TASK OBJECTIVE: Every line of the entries below that mentions "stream" is to be copied out.

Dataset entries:
= Beginning of Section =

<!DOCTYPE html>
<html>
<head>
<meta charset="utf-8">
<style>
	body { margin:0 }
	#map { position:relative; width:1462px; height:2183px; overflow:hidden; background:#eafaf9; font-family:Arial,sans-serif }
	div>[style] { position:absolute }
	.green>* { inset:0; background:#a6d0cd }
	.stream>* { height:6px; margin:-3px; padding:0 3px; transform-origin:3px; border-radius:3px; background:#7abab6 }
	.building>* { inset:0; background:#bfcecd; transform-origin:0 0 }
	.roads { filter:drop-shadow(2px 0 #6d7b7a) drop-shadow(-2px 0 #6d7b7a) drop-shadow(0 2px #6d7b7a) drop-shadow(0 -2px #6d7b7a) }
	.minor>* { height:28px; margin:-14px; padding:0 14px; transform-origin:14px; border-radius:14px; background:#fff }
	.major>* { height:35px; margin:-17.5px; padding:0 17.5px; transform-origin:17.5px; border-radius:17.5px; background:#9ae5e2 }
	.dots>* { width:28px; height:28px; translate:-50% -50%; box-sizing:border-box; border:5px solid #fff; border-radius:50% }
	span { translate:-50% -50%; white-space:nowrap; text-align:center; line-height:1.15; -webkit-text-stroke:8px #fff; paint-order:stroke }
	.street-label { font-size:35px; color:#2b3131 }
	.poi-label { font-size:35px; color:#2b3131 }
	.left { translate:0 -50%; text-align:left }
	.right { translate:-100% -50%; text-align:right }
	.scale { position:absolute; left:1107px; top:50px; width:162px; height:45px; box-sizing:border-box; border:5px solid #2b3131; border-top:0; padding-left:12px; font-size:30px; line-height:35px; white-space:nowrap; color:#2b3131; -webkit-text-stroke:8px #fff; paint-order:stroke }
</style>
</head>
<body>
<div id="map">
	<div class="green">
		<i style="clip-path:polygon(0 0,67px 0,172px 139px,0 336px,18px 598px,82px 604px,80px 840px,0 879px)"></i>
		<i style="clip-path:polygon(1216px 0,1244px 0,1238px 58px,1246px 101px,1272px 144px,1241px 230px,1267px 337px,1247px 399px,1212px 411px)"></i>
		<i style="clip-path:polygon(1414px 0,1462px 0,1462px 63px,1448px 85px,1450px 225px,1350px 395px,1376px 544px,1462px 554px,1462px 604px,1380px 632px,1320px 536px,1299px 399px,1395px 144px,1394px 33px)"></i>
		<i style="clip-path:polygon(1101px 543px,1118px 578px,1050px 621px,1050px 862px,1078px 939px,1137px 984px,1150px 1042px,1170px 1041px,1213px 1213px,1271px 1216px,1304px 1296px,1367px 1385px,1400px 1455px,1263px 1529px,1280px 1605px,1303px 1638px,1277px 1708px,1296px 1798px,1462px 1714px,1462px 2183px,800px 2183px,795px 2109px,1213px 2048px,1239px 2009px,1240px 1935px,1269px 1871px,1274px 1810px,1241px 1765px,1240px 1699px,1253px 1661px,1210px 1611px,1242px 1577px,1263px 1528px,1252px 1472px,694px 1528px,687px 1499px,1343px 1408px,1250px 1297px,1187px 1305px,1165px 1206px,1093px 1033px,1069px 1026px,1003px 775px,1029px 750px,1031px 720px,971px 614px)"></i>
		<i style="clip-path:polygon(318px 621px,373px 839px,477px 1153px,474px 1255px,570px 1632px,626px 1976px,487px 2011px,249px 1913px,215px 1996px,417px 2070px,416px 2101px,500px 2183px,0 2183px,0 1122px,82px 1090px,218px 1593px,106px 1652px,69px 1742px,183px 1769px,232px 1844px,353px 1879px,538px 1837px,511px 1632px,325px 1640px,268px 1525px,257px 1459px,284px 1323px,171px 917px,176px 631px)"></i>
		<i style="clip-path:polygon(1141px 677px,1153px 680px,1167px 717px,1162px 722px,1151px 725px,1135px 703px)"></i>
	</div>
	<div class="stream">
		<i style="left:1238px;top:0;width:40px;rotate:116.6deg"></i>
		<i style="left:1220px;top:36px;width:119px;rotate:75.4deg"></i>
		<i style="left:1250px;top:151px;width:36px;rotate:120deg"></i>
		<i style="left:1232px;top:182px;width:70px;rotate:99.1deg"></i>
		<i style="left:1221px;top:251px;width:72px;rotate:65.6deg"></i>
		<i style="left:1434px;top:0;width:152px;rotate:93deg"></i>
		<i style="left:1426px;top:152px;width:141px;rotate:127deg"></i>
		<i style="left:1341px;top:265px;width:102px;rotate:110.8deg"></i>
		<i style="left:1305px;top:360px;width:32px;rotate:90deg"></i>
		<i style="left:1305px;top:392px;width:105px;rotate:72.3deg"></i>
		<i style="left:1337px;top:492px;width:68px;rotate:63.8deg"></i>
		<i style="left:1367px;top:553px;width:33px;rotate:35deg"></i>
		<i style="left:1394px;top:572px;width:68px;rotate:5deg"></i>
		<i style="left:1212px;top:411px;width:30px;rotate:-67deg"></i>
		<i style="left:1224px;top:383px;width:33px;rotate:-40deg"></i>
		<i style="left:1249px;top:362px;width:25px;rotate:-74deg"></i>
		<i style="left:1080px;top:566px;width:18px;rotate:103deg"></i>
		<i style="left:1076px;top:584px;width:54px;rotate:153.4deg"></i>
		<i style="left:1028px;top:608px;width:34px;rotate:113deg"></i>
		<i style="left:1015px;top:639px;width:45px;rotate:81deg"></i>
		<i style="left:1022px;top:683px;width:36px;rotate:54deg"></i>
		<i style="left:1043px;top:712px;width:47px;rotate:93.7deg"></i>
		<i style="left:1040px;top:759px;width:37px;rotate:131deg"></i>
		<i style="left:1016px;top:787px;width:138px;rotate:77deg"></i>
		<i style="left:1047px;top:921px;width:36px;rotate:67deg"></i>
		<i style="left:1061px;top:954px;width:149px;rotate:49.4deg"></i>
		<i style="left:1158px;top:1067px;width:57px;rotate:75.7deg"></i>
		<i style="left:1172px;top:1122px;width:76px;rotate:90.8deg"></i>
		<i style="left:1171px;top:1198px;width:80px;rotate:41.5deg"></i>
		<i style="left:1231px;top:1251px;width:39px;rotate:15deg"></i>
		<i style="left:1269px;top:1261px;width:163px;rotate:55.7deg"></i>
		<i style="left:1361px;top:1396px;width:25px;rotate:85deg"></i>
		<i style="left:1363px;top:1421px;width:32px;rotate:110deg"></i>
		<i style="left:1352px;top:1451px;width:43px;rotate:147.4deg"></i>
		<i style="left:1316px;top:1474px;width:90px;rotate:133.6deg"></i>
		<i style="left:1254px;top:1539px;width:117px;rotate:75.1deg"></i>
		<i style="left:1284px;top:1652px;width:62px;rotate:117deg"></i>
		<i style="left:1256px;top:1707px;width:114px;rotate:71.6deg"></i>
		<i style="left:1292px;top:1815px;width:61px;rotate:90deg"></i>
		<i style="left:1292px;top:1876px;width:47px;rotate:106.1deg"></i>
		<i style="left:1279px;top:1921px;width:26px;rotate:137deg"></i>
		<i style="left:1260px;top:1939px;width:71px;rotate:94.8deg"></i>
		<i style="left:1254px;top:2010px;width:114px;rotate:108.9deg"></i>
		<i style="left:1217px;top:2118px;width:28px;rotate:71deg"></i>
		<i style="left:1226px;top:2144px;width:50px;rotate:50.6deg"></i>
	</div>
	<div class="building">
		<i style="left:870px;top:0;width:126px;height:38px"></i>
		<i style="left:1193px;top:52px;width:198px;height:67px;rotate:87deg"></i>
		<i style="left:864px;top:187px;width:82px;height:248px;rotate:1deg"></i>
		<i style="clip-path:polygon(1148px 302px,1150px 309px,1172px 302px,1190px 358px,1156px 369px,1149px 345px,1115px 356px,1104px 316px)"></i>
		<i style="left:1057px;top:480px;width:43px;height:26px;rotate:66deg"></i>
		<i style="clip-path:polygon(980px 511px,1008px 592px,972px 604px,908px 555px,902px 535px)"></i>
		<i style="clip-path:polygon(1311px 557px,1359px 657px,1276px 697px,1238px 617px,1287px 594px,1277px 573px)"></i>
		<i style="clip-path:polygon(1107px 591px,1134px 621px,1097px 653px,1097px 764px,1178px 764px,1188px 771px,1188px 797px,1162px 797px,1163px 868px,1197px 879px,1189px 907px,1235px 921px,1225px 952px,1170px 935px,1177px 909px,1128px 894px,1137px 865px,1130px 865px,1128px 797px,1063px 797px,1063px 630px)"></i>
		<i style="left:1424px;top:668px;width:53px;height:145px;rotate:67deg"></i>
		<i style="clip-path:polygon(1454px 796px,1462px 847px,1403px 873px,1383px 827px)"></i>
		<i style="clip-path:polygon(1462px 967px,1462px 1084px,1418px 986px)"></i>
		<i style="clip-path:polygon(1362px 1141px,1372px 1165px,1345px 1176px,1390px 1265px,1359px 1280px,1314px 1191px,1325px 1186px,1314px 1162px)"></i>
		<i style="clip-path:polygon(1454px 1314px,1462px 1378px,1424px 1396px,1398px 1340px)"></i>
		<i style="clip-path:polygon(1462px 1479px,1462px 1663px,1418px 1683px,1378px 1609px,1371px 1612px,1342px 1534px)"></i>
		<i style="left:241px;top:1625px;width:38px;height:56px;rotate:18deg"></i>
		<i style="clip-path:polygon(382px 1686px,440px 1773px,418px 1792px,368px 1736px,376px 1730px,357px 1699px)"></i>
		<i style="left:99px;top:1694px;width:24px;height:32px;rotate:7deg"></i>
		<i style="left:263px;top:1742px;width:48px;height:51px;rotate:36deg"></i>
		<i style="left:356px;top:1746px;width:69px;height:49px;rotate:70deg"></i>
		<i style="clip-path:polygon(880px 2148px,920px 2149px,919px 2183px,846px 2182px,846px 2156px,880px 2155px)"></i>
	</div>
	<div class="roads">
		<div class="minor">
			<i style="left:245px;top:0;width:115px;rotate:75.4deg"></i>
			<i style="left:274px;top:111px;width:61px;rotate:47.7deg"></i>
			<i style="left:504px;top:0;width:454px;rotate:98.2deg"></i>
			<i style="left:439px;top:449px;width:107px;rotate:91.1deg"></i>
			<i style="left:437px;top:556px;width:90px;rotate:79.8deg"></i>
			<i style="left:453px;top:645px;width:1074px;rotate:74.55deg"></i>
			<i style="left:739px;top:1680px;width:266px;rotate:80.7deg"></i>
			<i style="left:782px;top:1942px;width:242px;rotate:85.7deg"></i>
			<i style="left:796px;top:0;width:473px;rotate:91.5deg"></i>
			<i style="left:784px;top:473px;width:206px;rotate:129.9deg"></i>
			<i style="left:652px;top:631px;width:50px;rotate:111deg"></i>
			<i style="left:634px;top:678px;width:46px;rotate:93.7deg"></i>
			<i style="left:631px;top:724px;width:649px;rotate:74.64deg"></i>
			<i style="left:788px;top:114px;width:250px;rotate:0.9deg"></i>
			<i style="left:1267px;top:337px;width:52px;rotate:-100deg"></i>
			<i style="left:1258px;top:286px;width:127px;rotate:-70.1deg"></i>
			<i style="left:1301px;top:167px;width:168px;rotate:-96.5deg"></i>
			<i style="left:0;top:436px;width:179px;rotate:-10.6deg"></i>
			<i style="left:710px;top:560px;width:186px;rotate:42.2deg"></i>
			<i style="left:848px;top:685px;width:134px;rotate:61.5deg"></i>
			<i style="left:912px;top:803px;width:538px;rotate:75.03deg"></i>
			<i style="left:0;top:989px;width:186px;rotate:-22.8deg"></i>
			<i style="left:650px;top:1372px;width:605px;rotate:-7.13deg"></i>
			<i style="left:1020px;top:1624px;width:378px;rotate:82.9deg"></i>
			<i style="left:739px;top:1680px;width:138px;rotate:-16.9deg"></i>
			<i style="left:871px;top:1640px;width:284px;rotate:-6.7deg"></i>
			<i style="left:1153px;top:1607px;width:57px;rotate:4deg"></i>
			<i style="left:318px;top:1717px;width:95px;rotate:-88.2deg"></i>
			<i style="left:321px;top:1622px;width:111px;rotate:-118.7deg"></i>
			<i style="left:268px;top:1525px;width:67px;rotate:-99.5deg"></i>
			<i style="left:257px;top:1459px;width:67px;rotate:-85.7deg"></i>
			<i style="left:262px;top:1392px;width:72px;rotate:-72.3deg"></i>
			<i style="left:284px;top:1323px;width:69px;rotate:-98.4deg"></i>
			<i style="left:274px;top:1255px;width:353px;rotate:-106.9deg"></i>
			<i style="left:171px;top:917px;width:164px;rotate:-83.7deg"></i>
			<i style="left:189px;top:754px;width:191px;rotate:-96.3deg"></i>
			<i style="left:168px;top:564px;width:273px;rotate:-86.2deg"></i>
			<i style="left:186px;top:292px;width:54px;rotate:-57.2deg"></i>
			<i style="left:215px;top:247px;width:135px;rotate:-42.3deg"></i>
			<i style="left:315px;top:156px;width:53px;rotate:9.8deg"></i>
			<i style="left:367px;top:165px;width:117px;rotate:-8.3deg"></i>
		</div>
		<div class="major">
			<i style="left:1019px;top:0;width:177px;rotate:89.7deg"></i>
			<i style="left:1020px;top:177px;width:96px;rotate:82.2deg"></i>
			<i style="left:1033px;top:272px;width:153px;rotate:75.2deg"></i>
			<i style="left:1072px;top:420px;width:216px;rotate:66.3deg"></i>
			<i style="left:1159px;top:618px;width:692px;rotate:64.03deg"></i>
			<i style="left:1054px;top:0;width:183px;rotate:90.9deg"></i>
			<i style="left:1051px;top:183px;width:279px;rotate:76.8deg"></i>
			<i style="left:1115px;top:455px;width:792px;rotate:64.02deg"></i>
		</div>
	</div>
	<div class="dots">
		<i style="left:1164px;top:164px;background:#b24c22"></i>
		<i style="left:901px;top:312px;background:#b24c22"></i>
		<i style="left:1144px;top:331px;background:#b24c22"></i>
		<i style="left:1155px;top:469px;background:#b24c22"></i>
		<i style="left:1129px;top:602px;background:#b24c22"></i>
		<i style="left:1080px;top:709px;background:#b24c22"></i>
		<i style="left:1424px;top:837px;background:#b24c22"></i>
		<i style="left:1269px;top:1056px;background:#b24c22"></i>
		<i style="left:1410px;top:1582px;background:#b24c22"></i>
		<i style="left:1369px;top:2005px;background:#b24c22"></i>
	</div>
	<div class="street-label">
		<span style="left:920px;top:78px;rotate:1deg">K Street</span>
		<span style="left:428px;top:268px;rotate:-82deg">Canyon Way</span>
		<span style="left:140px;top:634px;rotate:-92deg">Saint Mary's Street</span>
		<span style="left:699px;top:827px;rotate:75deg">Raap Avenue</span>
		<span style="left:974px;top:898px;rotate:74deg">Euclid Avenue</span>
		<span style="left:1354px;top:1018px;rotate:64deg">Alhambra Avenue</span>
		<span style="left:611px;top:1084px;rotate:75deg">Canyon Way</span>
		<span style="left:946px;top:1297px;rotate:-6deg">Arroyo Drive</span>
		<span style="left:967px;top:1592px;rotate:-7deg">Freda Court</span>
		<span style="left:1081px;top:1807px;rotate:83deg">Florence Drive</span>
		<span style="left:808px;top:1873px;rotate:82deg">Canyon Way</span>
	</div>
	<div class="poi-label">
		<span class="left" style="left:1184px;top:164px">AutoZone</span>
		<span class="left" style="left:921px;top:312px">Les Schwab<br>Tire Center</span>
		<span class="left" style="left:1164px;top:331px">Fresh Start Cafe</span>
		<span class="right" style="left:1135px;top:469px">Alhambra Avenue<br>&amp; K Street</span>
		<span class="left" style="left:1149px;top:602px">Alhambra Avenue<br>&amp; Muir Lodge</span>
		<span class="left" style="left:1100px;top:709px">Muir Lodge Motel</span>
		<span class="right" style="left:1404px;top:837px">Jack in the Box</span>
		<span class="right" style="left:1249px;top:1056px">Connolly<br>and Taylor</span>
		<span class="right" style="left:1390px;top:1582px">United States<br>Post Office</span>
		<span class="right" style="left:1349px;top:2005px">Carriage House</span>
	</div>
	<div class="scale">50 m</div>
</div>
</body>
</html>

= End of Section =

WRITTEN RESPONSE:
	.stream>* { height:6px; margin:-3px; padding:0 3px; transform-origin:3px; border-radius:3px; background:#7abab6 }
	<div class="stream">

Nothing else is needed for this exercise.